En date du 3 février 2022, Monsieur … fut libéré du Centre pénitentiaire de Luxembourg.

Par arrêté du 3 février 2022, notifié à l’intéressé en mains propres le même jour, le ministre de l’Immigration et de l’Asile, ci-après désigné par « le ministre », sur le fondement des articles 100 et 109 à 115 de la loi modifiée du 29 août 2008 sur la libre circulation des personnes et l’immigration, ci-après désignée par « la loi du 29 août 2008 », déclara irrégulier le séjour de Monsieur … sur le territoire luxembourgeois, tout en lui ordonnant de quitter le territoire sans délai et en prononçant une interdiction d’entrée sur le territoire à son encontre pour une durée de cinq ans.

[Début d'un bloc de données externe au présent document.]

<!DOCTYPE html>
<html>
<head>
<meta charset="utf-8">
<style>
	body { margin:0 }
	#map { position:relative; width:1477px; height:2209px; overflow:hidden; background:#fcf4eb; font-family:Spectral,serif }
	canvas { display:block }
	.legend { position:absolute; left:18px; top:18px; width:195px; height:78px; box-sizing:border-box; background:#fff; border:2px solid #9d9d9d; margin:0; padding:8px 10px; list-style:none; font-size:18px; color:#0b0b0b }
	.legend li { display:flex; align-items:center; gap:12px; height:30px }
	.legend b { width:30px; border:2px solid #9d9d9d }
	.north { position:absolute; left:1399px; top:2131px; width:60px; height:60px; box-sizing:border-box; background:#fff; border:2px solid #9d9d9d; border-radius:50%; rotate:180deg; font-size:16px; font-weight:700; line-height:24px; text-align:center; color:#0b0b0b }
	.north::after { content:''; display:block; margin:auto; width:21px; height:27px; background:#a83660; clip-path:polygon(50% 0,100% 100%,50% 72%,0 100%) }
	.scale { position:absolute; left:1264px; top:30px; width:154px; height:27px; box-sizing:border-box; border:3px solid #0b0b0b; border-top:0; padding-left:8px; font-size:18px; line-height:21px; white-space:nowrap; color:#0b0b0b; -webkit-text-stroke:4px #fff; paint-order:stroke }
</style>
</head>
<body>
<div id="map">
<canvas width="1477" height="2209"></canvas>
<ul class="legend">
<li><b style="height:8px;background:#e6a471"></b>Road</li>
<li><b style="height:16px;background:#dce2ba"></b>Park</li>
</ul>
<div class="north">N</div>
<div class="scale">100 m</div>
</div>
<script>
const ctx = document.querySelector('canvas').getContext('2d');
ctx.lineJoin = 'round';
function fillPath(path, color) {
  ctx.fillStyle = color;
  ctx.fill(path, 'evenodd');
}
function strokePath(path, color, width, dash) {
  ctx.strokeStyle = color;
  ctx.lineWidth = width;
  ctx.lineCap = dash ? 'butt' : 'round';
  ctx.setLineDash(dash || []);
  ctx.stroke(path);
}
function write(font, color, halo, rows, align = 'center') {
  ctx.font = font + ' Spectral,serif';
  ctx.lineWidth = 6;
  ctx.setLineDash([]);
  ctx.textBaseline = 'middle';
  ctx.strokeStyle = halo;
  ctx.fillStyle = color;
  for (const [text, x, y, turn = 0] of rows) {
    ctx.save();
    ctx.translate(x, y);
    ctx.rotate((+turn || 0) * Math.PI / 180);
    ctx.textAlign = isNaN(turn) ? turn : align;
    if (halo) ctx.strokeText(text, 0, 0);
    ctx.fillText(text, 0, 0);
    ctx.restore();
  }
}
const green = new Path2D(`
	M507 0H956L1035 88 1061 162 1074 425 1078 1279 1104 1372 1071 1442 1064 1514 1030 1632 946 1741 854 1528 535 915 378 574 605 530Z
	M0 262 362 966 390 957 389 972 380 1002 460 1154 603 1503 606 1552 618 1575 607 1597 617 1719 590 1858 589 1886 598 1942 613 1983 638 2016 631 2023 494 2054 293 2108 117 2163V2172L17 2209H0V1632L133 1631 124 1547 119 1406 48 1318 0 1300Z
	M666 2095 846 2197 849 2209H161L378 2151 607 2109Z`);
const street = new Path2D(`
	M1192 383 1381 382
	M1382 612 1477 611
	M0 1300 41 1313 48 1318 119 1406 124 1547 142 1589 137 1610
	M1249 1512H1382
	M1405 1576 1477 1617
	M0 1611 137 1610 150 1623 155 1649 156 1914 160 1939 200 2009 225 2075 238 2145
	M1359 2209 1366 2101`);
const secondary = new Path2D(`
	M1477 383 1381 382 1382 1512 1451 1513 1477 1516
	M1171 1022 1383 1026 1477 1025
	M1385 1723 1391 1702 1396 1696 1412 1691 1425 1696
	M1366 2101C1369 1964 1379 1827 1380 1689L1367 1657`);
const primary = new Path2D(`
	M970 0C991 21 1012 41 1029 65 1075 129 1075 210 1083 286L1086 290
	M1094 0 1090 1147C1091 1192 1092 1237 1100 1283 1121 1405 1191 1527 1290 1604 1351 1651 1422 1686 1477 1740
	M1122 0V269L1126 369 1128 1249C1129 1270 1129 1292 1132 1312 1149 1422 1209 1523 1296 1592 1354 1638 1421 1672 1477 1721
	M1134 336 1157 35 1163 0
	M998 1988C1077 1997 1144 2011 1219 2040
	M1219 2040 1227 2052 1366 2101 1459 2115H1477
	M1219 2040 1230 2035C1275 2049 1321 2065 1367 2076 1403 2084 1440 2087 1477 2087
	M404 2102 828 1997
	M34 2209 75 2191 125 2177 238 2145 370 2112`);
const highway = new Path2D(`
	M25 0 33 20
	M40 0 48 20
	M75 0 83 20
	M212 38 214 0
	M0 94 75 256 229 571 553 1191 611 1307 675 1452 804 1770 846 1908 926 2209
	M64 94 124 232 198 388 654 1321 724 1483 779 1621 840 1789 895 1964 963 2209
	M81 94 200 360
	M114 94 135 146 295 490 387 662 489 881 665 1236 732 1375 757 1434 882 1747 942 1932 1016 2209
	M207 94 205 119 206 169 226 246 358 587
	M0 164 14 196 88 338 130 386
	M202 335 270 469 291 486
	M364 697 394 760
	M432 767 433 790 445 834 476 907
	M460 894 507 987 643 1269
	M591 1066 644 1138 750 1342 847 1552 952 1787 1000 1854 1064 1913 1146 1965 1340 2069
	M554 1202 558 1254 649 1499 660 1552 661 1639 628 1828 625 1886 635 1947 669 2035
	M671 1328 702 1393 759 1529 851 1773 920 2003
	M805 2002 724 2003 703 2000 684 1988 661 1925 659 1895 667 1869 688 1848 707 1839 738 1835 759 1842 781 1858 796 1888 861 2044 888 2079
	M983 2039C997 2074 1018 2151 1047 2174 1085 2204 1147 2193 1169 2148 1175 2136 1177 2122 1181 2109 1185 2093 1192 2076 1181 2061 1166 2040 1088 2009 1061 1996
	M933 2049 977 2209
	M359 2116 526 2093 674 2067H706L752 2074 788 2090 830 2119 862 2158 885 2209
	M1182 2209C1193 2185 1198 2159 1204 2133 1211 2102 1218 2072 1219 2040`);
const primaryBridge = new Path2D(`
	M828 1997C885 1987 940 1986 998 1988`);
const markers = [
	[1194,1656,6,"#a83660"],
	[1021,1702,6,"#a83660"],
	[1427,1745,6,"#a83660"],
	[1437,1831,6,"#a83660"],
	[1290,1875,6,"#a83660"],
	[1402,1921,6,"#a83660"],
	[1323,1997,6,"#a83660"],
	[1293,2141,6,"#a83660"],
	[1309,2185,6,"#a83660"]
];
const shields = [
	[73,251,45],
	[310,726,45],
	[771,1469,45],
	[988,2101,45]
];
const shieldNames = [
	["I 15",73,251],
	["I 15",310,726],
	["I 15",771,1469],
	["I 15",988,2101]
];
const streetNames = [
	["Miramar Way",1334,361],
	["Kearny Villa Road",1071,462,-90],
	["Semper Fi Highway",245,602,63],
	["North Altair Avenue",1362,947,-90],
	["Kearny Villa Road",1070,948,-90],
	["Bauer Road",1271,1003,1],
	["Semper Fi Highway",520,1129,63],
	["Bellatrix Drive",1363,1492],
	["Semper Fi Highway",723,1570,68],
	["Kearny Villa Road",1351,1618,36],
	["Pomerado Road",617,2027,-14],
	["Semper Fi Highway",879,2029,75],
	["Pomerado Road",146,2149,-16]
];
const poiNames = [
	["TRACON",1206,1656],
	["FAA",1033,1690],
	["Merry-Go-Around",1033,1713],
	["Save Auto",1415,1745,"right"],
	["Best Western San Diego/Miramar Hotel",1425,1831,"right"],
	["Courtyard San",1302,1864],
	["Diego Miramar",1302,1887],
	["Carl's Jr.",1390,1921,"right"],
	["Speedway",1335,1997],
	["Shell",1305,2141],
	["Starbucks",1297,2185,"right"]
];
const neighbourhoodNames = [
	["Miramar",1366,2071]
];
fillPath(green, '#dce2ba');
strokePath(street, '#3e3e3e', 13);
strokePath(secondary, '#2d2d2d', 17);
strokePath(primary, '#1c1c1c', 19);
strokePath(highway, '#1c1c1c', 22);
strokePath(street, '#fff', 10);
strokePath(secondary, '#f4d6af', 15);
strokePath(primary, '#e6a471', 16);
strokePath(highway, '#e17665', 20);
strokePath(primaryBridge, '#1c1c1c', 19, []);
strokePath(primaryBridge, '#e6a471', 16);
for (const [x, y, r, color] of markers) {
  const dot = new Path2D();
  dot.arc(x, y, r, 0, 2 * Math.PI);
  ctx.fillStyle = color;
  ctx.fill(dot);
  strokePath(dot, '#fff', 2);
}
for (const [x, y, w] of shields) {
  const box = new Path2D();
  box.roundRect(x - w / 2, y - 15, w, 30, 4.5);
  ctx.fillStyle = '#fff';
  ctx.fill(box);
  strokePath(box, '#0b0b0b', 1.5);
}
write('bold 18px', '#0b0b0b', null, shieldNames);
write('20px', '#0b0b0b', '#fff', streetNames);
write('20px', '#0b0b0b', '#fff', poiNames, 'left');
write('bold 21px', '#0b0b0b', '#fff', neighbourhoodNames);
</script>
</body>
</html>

Par un arrêté séparé pris le même jour, et notifié à l’intéressé également le 3 février 2022, le ministre ordonna le placement en rétention de Monsieur … pour une durée d’un mois à partir de la notification de la décision en question, laquelle est motivée comme suit :

« (…) Vu les articles 111, 120 à 123 et 125 (1) de la loi modifiée du 29 août 2008 sur la libre circulation des personnes et l’immigration ;

Vu la loi modifiée du 28 mai 2009 concernant le Centre de rétention ;

Vu ma décision de retour du 3 février 2022, assortie d’une interdiction d’entrée sur le territoire de cinq ans ;

Attendu que l’intéressé est dépourvu de tout document d’identité et de voyage valable ;

Attendu que l’intéressé constitue une menace pour l’ordre publique ;

Attendu qu’il existe un risque de fuite dans le chef de l’intéressé, alors qu’il ne dispose pas d’une adresse au Grand-Duché de Luxembourg ;

2 Attendu par conséquent que les mesures moins coercitives telles qu’elles sont prévues par l’article 125, paragraphe (1), points a), b) et c) de la loi modifiée du 29 août 2008 précitée ne sauraient être efficacement appliquées ;

Considérant que les démarches nécessaires en vue de l’éloignement de l’intéressé ont été engagées ;

Considérant que l’exécution de la mesure d’éloignement est subordonnée au résultat de ces démarches ; (…) ».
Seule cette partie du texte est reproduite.